- EXERCISE BRIEF -
Narrow the data below down to the lines containing "OLIVARES".

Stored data
····················

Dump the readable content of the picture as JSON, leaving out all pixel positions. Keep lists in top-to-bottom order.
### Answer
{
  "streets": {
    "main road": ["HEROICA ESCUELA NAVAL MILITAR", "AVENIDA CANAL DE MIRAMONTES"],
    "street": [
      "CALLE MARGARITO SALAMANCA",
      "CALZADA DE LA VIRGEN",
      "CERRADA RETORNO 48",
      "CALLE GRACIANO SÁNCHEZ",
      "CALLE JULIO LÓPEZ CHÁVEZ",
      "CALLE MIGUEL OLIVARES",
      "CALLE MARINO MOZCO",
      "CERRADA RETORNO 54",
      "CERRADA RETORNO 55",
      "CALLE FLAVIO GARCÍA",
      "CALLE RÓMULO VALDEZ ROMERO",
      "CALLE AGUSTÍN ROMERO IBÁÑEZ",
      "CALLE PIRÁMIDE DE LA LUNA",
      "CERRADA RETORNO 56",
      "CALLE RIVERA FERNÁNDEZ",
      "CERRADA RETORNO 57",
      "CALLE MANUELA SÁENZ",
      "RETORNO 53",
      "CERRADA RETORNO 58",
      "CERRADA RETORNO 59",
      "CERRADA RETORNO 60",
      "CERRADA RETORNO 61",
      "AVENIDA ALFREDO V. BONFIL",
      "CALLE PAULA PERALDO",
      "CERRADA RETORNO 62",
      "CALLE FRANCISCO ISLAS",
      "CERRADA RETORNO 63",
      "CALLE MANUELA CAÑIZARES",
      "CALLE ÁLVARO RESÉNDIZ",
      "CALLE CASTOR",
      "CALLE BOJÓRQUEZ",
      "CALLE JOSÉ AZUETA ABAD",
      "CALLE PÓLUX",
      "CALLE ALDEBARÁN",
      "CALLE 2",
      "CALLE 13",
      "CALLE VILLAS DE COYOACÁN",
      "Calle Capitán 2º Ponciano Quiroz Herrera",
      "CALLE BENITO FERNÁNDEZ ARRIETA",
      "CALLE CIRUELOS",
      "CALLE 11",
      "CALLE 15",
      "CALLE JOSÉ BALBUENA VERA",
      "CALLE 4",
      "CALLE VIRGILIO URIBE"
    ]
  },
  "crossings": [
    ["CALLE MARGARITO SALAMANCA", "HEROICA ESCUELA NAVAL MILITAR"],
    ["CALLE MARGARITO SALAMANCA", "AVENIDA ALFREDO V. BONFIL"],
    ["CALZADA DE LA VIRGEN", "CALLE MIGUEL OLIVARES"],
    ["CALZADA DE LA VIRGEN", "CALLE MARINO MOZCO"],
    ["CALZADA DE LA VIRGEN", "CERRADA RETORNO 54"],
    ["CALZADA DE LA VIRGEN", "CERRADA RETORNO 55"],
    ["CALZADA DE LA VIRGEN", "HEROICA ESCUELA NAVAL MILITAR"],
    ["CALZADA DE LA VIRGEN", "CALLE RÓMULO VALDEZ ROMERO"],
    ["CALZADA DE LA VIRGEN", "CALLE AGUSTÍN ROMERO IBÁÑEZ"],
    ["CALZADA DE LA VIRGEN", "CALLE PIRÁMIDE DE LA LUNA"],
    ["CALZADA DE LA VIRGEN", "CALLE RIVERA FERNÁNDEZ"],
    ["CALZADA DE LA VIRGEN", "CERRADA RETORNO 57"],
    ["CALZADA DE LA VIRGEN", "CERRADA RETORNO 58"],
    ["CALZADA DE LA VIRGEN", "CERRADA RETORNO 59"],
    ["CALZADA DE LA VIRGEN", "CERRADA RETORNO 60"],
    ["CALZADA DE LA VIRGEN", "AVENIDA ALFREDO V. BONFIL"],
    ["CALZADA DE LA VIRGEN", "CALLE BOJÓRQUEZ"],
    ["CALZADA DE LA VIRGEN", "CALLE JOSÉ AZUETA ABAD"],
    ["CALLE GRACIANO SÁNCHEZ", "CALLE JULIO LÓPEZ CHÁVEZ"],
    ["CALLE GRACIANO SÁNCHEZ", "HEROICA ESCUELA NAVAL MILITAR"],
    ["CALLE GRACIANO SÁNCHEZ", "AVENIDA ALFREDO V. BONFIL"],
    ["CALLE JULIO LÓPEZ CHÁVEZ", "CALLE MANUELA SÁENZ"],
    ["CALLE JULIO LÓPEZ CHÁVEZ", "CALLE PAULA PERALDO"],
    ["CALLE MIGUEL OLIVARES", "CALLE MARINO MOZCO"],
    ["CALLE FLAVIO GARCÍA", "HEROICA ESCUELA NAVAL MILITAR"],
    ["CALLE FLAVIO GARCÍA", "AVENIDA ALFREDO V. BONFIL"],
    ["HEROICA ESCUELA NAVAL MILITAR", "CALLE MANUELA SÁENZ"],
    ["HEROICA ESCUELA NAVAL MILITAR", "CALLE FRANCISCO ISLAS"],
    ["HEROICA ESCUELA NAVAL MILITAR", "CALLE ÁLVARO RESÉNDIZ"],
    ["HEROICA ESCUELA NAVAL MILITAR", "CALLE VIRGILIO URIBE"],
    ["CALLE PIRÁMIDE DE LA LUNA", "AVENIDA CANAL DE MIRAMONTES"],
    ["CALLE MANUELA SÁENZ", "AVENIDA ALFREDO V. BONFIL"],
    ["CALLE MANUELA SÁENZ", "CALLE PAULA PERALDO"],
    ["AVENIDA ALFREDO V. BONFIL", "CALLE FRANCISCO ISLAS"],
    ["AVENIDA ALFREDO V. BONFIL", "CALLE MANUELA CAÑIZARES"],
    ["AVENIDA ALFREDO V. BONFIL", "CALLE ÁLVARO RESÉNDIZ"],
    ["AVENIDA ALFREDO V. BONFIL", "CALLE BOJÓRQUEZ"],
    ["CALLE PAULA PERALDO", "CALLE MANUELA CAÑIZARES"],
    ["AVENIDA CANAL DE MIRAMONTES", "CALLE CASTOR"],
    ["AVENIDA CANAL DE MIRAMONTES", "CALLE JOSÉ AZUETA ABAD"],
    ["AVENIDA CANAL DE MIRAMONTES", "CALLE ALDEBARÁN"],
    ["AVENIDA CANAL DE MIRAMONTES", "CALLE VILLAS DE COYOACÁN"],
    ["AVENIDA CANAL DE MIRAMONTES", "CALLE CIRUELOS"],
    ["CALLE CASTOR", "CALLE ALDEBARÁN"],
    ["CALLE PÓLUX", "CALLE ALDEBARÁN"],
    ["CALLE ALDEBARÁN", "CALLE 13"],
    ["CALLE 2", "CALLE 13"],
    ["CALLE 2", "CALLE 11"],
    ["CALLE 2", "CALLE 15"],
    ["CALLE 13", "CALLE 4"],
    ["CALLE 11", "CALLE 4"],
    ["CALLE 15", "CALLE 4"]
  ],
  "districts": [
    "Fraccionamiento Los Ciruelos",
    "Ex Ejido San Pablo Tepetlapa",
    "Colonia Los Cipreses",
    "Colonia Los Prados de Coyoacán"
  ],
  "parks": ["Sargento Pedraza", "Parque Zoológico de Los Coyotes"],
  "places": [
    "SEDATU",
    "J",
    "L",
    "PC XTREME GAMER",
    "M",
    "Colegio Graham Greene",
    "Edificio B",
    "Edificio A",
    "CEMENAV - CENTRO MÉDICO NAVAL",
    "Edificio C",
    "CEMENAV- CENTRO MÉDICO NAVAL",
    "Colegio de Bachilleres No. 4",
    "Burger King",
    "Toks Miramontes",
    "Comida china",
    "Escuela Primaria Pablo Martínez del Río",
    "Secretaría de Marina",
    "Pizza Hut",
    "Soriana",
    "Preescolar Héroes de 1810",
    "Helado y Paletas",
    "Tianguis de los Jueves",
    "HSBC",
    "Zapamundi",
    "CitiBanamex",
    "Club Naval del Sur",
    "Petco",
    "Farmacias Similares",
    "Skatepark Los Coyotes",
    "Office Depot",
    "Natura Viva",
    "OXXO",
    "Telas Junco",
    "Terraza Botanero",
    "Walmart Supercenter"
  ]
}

····················

- OUTPUT -
      "CALLE MIGUEL OLIVARES",
    ["CALZADA DE LA VIRGEN", "CALLE MIGUEL OLIVARES"],
    ["CALLE MIGUEL OLIVARES", "CALLE MARINO MOZCO"],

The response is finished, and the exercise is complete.